The following points are worthy of note in respect of the new ‘safeguards’ embodied in the Regulations.
- First and perhaps most significantly, the Regulations themselves do not purport to identify the types or categories of data which should to be retained for less than 12 months. They simply posit that 12 months is the maximum retention period (r. 4(2)). This leaves a significant question as to what types of data, if any, will ultimately attract a shorter retention period. The risk which is inevitably inherent in this type of open-ended legislative arrangement is that blanket, indiscriminate 12 month retention continues to be the norm.
- Regulation 5(1) requires the Secretary of State to take into account a variety of matters before issuing a retention notice, including not least the likely number of users who will be affected by the notice. However, such matters would presumably have been treated as relevant considerations as and when the Secretary of State was issuing a notice under the 2009 Regulations. Hence, it is not clear that this particular safeguard will add much of substance to the overall process.
- Similarly the requirement in r. 6 that the Secretary of State must keep any retention notice under review presumably merely codifies an obligation which was already implicitly present in the 2009 regime.

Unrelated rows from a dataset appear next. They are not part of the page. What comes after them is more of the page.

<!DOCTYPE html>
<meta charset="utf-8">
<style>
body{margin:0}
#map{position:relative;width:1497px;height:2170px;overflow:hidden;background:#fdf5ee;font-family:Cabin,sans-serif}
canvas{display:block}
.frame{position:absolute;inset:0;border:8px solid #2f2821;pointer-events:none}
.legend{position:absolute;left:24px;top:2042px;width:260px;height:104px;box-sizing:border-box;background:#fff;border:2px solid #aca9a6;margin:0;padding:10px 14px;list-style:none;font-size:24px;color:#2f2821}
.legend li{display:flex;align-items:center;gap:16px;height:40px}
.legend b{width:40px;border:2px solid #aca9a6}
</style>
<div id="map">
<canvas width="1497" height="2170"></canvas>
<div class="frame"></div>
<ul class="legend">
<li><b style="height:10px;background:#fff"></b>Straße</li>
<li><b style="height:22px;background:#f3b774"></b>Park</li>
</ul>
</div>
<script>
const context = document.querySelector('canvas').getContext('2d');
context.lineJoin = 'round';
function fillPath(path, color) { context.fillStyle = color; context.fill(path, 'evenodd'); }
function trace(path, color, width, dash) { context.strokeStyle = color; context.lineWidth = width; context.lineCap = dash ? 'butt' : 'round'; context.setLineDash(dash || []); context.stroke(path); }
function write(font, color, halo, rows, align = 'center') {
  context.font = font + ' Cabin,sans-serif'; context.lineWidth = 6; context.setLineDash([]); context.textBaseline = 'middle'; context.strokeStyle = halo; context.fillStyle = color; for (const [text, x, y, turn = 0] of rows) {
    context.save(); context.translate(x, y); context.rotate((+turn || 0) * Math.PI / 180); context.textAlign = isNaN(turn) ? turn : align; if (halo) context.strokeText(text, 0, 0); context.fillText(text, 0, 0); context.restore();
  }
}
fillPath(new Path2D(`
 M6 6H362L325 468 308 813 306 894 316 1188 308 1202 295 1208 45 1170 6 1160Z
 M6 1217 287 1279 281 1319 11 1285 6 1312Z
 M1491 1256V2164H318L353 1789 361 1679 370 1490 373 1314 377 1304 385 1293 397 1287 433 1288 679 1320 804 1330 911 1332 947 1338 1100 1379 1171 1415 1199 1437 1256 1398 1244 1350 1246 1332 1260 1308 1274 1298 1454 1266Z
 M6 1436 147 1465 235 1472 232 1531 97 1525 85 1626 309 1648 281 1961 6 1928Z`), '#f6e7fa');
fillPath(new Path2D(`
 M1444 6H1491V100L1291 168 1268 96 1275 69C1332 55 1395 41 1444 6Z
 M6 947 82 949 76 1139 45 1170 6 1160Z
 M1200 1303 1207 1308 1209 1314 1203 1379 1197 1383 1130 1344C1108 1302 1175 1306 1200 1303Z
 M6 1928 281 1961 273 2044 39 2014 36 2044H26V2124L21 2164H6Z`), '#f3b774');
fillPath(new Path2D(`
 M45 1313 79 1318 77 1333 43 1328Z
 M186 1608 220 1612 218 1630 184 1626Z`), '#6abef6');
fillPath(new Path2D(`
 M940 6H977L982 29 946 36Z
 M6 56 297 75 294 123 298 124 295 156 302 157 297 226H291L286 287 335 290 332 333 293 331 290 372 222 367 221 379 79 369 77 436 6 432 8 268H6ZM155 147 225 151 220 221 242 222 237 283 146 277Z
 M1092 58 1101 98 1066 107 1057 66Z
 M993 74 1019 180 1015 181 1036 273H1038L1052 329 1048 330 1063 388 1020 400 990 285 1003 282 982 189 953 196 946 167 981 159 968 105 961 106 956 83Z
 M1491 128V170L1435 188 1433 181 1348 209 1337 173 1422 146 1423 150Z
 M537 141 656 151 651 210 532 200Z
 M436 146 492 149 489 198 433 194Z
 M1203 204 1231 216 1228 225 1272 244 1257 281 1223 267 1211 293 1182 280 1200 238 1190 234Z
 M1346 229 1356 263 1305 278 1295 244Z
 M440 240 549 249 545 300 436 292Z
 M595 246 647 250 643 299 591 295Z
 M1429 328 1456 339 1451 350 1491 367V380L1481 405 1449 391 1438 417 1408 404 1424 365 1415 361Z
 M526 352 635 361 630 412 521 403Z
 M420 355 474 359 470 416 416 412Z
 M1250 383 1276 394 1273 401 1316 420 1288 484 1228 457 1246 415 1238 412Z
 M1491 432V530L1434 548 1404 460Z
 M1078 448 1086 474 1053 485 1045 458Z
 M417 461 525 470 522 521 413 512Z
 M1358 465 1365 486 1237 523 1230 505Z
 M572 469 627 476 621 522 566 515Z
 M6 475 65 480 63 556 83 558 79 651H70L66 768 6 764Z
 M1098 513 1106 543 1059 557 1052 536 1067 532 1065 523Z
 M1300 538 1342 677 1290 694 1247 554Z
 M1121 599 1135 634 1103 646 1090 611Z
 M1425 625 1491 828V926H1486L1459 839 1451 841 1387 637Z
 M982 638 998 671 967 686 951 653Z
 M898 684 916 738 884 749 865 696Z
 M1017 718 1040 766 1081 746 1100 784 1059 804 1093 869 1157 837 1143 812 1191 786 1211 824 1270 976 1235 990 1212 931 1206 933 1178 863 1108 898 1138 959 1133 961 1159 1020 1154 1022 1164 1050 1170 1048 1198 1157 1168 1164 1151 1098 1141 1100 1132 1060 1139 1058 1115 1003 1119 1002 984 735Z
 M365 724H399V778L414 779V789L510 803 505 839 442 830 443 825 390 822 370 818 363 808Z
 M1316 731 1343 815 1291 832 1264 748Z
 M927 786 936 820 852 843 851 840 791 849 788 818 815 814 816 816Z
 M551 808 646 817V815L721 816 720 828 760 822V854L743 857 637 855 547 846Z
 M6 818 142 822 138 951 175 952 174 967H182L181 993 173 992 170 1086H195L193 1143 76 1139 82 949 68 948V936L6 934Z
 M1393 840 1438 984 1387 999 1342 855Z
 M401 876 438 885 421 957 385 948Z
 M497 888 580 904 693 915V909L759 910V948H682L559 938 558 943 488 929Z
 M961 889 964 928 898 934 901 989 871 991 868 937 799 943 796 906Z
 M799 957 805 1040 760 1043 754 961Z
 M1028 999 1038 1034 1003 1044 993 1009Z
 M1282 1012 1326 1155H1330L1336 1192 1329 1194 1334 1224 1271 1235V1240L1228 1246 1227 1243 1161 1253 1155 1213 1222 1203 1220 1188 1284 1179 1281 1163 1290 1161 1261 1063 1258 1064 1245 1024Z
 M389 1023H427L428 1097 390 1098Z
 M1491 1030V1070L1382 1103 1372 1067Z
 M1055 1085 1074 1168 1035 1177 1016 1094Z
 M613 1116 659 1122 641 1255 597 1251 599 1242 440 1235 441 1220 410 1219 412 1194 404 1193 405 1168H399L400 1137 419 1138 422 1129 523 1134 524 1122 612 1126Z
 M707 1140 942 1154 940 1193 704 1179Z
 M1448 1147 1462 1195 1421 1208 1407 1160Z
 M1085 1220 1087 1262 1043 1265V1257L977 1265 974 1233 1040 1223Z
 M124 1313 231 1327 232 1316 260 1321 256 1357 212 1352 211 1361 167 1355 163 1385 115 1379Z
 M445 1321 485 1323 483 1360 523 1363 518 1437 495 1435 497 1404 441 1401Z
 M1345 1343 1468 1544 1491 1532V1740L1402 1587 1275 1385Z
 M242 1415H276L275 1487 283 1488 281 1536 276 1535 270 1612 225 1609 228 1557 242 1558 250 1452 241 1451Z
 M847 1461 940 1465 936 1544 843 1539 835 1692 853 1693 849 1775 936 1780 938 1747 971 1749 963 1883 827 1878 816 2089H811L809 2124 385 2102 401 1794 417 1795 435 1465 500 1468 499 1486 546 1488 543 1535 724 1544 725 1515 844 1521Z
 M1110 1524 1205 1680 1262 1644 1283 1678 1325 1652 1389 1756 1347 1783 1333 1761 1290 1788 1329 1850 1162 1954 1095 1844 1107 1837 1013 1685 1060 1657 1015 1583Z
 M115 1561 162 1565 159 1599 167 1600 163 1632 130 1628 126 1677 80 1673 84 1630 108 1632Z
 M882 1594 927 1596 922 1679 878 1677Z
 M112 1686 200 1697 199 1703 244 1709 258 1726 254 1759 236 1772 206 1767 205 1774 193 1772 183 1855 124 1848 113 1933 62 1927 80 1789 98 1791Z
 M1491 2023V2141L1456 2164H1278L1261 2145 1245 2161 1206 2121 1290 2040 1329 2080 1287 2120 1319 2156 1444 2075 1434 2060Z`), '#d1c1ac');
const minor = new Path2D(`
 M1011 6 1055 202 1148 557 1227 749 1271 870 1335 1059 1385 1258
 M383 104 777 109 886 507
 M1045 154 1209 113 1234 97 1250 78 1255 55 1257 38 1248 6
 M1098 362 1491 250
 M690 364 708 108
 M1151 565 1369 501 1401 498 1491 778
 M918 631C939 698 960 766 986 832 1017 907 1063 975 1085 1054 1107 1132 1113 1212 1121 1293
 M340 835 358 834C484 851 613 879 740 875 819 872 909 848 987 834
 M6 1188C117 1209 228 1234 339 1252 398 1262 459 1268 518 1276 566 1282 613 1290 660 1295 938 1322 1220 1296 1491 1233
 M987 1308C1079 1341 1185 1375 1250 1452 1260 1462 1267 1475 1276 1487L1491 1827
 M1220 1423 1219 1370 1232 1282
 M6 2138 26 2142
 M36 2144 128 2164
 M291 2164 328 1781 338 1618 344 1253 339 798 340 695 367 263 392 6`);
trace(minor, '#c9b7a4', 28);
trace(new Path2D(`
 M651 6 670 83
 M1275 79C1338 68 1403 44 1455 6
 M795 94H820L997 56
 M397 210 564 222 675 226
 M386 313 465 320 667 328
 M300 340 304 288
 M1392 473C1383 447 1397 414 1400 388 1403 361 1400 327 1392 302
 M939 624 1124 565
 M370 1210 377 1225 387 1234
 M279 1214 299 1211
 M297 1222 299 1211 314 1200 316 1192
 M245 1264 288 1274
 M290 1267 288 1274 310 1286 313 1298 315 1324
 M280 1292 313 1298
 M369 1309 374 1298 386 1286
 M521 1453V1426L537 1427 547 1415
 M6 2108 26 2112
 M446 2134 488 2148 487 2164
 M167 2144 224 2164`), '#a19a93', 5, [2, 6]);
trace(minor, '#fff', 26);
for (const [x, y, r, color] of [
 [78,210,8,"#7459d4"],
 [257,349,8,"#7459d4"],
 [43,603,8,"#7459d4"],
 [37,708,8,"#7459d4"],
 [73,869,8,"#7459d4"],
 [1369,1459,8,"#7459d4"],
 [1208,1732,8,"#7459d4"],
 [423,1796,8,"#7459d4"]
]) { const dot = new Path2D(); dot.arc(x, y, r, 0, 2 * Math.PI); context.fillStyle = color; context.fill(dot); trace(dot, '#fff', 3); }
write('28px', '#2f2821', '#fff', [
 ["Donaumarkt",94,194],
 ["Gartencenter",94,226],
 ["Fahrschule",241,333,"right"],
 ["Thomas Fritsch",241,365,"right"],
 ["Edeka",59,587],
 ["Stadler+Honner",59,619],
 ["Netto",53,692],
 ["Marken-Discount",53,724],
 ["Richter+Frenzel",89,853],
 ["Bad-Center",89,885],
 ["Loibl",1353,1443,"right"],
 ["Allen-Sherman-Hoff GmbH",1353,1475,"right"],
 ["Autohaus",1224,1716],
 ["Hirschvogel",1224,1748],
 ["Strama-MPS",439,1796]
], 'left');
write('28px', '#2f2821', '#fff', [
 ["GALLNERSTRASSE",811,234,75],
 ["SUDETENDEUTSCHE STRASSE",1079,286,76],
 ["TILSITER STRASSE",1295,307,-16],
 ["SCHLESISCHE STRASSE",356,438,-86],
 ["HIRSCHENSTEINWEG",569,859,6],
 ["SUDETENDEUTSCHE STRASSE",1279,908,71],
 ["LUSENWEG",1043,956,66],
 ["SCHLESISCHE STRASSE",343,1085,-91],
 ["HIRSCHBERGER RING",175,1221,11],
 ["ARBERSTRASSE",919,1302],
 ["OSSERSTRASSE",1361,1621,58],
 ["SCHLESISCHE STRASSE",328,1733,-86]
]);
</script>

- Regulation 10 makes provision for a statutory code of practice on data retention to be issued by the Secretary of State. It is unclear whether this code may yet shed further light on how the Secretary of State intends to exercise her powers under this highly controversial legislation.
- More generally, there must be serious doubts that the safeguards embodied in the new Regulations are sufficient to meet the deep concerns expressed by the CJEU in the Digital Rights case. Of course it might be said that the real danger to personal privacy arises not in the context of the data retention regime per se but rather in the context of those legislative powers which permit the State to access any communications data which have been retained, most notably the powers provided for in RIPA. However, whatever position you may adopt on that particular line of argument, suffice it to say that the question of whether the State should be entitled, in effect, to create a vast reservoir of potentially accessible communications data still hangs in the balance, the new safeguards in the Data Retention Regulations notwithstanding.